August 3, 2015

Southern District of Florida Orders Review and Re-Designation of Highly Confidential Documents

by Alan Brooks

In Procaps S.A. v. Patheon, Inc., Case No. 12-24356 (S.D. Fl., July 20, 2015), the parties entered into a stipulated confidentiality agreement whereby they designated confidential documents as either “Confidential Information” or “Highly Confidential Information.” The parties agreed that the party receiving the confidential information could disclose documents designated as “Confidential Information” to counsel and to select employees if counsel believed in good faith that the employee needed access to the information for purposes of the litigation.
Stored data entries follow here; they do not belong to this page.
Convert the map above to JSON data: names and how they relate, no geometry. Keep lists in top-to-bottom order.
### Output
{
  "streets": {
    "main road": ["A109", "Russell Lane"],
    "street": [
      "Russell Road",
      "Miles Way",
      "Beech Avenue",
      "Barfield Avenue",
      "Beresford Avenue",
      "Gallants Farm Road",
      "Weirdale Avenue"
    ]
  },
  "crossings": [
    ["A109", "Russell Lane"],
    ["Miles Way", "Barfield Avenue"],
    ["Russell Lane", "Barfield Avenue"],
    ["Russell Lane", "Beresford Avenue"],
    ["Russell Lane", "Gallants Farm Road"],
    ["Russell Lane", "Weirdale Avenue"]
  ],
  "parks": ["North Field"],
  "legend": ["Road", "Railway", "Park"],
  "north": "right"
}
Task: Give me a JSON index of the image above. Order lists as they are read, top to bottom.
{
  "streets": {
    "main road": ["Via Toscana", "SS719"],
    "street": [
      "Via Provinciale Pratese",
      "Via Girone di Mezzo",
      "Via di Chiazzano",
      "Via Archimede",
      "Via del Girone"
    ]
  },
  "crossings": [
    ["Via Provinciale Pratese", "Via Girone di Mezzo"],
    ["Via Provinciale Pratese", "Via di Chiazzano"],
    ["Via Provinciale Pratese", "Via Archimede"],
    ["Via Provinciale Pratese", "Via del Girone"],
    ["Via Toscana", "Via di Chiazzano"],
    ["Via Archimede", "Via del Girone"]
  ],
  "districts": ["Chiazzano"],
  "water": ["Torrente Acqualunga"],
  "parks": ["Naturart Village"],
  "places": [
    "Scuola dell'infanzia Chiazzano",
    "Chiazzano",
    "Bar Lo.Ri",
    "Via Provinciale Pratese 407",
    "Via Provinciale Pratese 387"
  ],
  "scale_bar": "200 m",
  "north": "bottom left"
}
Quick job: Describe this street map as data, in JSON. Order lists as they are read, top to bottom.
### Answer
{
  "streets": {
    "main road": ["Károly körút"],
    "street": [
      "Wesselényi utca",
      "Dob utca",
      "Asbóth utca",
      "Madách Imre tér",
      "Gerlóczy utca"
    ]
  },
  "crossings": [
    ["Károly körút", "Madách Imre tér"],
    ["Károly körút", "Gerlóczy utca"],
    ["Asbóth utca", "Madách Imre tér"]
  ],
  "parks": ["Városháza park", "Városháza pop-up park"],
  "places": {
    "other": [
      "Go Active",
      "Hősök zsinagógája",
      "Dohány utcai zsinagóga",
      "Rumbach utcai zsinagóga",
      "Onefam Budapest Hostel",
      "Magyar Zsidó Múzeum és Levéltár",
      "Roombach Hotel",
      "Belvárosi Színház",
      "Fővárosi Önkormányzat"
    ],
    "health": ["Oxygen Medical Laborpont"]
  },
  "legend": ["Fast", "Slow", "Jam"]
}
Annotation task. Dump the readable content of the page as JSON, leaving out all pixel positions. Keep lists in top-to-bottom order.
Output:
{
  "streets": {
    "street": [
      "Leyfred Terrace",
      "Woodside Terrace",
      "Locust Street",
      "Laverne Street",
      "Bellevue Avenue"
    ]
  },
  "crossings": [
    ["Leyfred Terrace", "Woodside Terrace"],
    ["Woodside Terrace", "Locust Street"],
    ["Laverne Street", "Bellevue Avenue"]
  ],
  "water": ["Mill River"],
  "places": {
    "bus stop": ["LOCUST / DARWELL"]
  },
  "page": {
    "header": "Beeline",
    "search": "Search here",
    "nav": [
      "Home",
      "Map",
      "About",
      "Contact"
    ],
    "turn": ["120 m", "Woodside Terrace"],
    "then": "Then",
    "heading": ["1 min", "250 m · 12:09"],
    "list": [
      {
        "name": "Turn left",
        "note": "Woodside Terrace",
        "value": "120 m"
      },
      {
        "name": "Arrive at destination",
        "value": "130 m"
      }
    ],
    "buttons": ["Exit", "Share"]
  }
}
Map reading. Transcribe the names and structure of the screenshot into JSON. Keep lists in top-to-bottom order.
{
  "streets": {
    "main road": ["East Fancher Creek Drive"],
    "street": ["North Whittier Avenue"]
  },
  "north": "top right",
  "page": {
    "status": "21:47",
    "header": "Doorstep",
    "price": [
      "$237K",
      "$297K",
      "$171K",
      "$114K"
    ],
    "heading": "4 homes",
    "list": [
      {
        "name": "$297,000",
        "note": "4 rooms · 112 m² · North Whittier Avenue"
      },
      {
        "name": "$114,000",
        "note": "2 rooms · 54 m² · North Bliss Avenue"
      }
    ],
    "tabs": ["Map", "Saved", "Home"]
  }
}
The parties agreed that only counsel could view the “Highly Confidential Information”. The parties agreed to use the “Highly Confidential Information” category only for “information that truly requires highly sensitive protection.”

Defendant challenged Plaintiff’s manner of producing the “Highly Confidential Information” designation, claiming that because Plaintiff had not OCR’ed the designation, it could not search for the term “highly confidential”. Defendant alleged that its inability to do so significantly prejudiced its defense of the case. Plaintiff had marked 95% of its electronic production as Highly Confidential.

The court noted that all protective orders contain a good faith requirement, and that, accordingly, other courts have held that “indiscriminate use” of a highly confidential label creates a “significant handicap on the restricted litigant” because the litigant’s attorney cannot disclose these facts to its client (i.e., one of the parties to the case), which impedes effective representation (citing Arvco Container Corp. v. Weyerhaeuser, Case No. 08-cv-548, 2009 WL 311125, at page 6 (W.D. Mich. Feb. 9, 2009). The court also noted that most cases settle at mediation or through other methods, and without disclosure to enough information about the merits of the case, the litigants may have difficulty settling.

Based on the forgoing, the court held that Plaintiff had unreasonably used the Highly Confidential Information designation, and the tight deadline in which it had produced the documents and alleged inadvertence in over-applying the designation offered no excuse. The court stated that Plaintiff should have conducted an ESI analysis and search earlier, rather than delaying and needing to conduct an expedited forensic search. The court ordered Plaintiff to re-review, redact if necessary, and re-designate the documents.